JAKARTA, KOMPAS—Intensitas hujan di Indonesia diperkirakan meningkat dan mencapai puncaknya pada Februari 2019. Sepekan ke depan, cuaca ekstrem diperkirakan terjadi pada 20 dan 22 Desember seiring menguatnya aliran udara dingin dari Asia.
Data Badan Meteorologi, Klimatologi, dan Geofisika (BMKG), saat ini 77,4 persen wilayah Indonesia memasuki musim hujan dan akan berlangsung sampai akhir Maret 2019. ” Selama musim hujan, potensi bencana hidrometeorologi tinggi, khususnya daerah yang baru dilanda gempa karena banyak batuan rapuh. Jadi, warga perlu waspada longsor dan banjir bandang,” kata Kepala BMKG Dwikorita Karnawati di Jakarta, Senin (17/12/2018).
Selama musim hujan, potensi bencana hidrometeorologi tinggi, khususnya daerah yang baru dilanda gempa karena banyak batuan rapuh. Jadi, warga perlu waspada longsor dan banjir bandang.

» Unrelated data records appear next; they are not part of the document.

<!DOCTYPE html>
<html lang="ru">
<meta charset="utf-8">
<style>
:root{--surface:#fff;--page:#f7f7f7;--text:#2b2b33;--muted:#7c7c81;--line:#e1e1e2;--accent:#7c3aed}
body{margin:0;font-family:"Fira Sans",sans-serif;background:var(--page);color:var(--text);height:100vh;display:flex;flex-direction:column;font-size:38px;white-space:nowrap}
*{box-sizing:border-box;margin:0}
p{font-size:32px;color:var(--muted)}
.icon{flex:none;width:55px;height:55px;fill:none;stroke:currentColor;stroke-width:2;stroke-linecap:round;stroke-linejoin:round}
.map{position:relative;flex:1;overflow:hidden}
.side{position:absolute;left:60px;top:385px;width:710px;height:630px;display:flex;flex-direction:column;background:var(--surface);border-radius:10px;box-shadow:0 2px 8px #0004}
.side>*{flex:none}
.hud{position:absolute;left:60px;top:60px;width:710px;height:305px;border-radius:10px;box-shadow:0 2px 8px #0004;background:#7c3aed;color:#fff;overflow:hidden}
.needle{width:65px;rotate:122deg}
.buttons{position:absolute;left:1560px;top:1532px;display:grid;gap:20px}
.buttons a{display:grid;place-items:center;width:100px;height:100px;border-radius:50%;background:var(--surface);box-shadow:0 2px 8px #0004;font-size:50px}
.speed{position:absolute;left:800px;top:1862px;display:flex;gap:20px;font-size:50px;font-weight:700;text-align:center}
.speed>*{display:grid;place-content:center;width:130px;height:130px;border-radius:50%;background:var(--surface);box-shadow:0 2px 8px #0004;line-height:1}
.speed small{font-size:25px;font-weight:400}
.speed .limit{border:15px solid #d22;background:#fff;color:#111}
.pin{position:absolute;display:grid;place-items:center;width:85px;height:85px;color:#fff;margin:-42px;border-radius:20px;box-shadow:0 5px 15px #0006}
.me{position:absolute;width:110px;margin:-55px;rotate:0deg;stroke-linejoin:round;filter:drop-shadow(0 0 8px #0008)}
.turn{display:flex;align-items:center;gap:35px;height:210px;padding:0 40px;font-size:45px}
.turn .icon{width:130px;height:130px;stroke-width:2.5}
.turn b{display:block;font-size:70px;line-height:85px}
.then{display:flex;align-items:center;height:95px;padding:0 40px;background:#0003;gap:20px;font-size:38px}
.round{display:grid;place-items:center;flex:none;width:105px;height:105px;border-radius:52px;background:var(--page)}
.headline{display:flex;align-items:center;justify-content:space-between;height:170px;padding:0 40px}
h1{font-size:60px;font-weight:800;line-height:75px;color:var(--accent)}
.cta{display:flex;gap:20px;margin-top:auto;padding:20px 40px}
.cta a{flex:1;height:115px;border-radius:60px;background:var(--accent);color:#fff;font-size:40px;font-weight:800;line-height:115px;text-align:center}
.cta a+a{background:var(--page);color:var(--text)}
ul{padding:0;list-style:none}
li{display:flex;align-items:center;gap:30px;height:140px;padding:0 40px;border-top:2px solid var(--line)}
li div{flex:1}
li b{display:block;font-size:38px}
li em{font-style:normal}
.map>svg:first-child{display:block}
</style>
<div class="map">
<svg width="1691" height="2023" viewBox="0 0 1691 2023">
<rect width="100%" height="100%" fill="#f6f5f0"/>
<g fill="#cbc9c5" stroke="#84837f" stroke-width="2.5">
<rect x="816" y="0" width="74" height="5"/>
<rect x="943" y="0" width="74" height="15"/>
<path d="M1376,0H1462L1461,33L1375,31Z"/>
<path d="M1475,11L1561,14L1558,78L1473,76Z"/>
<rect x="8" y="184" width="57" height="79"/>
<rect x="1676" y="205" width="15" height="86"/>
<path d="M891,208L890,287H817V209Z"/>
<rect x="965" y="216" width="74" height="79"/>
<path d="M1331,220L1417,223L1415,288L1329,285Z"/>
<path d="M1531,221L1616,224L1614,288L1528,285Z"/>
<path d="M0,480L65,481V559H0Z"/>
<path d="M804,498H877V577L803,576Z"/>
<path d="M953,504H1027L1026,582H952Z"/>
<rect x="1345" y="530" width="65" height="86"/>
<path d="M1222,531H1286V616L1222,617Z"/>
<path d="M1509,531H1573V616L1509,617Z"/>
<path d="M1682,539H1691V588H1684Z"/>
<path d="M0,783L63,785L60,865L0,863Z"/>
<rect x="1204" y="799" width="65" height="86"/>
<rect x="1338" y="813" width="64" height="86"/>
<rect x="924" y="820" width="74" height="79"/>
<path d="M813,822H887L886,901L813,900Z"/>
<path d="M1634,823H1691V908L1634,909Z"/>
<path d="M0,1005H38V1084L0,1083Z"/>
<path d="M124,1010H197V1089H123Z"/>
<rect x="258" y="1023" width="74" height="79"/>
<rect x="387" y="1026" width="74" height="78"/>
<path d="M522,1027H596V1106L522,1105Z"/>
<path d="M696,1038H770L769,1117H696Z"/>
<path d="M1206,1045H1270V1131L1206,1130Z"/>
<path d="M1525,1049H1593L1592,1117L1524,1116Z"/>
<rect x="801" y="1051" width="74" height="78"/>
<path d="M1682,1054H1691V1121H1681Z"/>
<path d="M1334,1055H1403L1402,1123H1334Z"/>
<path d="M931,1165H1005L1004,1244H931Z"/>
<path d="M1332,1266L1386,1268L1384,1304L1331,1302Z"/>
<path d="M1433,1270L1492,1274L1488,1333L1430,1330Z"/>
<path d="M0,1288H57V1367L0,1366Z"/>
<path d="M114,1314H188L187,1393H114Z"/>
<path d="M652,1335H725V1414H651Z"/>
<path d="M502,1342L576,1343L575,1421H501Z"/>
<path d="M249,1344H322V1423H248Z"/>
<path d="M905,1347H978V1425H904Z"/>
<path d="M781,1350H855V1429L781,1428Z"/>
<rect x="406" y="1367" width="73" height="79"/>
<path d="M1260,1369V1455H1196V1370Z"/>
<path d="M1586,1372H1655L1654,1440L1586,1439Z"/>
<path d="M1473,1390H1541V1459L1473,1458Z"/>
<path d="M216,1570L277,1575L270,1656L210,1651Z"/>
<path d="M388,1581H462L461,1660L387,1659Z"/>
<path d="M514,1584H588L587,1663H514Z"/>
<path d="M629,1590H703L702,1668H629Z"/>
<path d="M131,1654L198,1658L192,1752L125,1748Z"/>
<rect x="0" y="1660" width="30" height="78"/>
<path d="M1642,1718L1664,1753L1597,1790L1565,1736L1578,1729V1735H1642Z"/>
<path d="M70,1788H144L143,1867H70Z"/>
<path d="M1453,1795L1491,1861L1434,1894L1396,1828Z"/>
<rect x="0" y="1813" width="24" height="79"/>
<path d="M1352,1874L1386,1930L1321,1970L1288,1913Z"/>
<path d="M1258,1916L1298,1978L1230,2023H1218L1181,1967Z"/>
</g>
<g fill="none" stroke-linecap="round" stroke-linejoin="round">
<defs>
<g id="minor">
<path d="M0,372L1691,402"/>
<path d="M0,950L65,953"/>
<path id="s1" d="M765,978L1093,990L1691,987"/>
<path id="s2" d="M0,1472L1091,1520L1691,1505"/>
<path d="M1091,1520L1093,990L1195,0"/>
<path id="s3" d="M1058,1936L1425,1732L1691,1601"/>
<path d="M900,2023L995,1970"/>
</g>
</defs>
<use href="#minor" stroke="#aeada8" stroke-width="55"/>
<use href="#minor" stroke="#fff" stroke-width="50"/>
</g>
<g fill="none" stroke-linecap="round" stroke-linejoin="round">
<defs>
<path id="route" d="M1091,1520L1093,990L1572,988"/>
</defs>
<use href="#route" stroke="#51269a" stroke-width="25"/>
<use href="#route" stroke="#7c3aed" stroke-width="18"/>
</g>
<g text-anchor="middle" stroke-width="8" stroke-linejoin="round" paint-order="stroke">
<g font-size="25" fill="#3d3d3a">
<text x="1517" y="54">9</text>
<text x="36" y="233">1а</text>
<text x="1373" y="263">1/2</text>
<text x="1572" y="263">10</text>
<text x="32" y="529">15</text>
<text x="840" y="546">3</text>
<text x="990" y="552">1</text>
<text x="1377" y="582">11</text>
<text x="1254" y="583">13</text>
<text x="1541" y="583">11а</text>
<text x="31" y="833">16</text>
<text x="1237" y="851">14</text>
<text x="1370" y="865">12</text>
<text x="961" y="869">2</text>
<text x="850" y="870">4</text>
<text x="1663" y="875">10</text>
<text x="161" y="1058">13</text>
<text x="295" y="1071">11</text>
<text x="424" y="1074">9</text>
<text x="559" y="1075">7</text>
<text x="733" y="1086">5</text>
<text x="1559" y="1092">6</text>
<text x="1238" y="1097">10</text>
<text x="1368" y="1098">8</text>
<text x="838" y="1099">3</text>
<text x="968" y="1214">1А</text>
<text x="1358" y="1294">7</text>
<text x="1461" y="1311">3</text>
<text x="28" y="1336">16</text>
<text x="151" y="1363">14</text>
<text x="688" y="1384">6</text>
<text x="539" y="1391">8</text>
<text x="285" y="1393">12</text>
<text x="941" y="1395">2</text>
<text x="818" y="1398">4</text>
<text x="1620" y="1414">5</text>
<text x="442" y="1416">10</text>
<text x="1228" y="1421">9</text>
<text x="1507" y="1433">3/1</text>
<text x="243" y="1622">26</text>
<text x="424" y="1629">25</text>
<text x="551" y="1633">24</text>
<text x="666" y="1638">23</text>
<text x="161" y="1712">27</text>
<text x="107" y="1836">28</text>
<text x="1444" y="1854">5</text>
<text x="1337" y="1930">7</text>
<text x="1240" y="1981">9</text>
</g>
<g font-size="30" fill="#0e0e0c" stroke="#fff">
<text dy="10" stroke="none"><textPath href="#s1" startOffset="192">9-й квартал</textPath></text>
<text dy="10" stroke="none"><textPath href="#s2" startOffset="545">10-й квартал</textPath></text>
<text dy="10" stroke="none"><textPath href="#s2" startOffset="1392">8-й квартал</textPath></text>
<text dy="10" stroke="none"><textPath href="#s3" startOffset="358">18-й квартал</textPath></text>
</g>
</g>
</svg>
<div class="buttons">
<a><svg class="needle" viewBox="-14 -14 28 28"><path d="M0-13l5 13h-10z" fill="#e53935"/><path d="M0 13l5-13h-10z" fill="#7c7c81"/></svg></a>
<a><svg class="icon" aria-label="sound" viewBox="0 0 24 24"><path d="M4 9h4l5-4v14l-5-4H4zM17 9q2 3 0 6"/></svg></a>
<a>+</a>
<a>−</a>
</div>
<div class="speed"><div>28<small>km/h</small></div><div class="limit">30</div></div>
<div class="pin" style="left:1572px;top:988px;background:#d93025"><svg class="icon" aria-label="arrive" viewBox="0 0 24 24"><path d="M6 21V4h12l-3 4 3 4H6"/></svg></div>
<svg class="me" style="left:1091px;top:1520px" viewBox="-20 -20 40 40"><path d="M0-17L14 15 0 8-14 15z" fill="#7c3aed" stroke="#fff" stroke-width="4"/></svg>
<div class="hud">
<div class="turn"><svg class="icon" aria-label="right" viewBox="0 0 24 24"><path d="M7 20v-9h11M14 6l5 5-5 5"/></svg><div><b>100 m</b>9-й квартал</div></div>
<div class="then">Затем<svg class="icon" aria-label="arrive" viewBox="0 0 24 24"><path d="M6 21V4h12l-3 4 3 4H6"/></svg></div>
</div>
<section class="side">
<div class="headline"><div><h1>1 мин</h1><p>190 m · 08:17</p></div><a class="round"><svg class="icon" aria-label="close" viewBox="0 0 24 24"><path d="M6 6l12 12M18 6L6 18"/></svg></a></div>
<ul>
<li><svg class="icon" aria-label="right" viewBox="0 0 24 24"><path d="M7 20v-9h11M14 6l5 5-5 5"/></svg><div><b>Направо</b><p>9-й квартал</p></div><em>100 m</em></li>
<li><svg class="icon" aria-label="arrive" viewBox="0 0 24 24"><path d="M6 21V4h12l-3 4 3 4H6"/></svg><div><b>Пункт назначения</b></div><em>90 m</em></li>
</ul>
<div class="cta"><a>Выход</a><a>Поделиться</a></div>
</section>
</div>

Menurut Deputi Meteorologi BMKG Mulyono Rahadi Prabowo, dua hari ke depan, siklon tropis Kenanga akan memengaruhi cuaca Indonesia. ”Dampak tak langsung, angin kencang di selatan Jawa dan barat Sumatera dari Lampung sampai Sumatera Barat dengan kecepatan angin 20-25 knot,” ujarnya.
Sementara potensi gelombang tinggi mencapai 4 meter di selatan Jawa bagian barat, Lampung, hingga Bengkulu. ”Kabar baiknya, siklon tropis ini akan menarik massa air menjauhi daratan sehingga hujan berkurang,” kata Mulyono.
Setelah pengaruh siklon tropis Kenanga meluruh, aliran massa udara dingin dari Asia akan kembali masuk dan berinteraksi dengan area pertemuan angin di sekitar Sumatera bagian selatan hingga Jawa Barat. ”Itu bisa menyebabkan cuaca ekstrem berupa hujan lebat pada 20-22 Desember 2018,” ucapnya.
Saat libur Natal, 23-25 Desember 2018, curah hujan diperkirakan sedikit turun. Namun, hujan lebat berpotensi terjadi di sejumlah wilayah, seperti Sumatera Barat, Bengkulu, Lampung, Banten, Jawa Timur, dan Nusa Tenggara Barat.
Menjelang Tahun Baru, khususnya 26 Desember 2018 hingga 3 Januari 2019, suplai uap air di Indonesia berkurang. Tutupan awan jadi minimal di area barat Indonesia. Cuaca umumnya akan berawan dengan potensi hujan ringan hingga sedang.
Puting beliung
Mulyono menambahkan, siklon tropis Kenanga yang terbentuk sejak 15 Desember ini tidak terkait puting beliung yang melanda Bogor, 7 Desember lalu. ”Puting beliung di Bogor bersifat lokal, dipicu munculnya awan kumulonimbus. Saat itu bibit siklon Kenanga belum terbentuk,” katanya.
Namun, sebagian wilayah Indonesia saat ini masih rentan terhadap puting beliung, terutama di daerah yang memasuki transisi musim kemarau ke musim hujan. ”Menurut pergerakan musim hujan dari barat ke timur, saat ini yang memasuki transisi musim dari Jawa Tengah hingga Nusa Tenggara,” ujarnya.
Menurut pergerakan musim hujan dari barat ke timur, saat ini yang memasuki transisi musim dari Jawa Tengah hingga Nusa Tenggara.
Selain itu, puting beliung bisa terjadi karena kontras cuaca terik pada pagi dan siang diikuti hujan lebat di sore hari didahului angin kencang. Selain itu, kontras suhu antarwilayah berdekatan jadi pemicu. Sejauh ini puting beliung belum bisa diprediksi kapan terjadi karena bersifat lokal dan siklusnya amat cepat.
Kondisi ini berbeda dengan siklon tropis yang mulai dari kemunculan hingga luruhnya bisa berhari-hari dan skala terdampak luas. Berdasarkan data BMKG, November-April merupakan periode pertumbuhan siklon tropis di wilayah selatan Indonesia.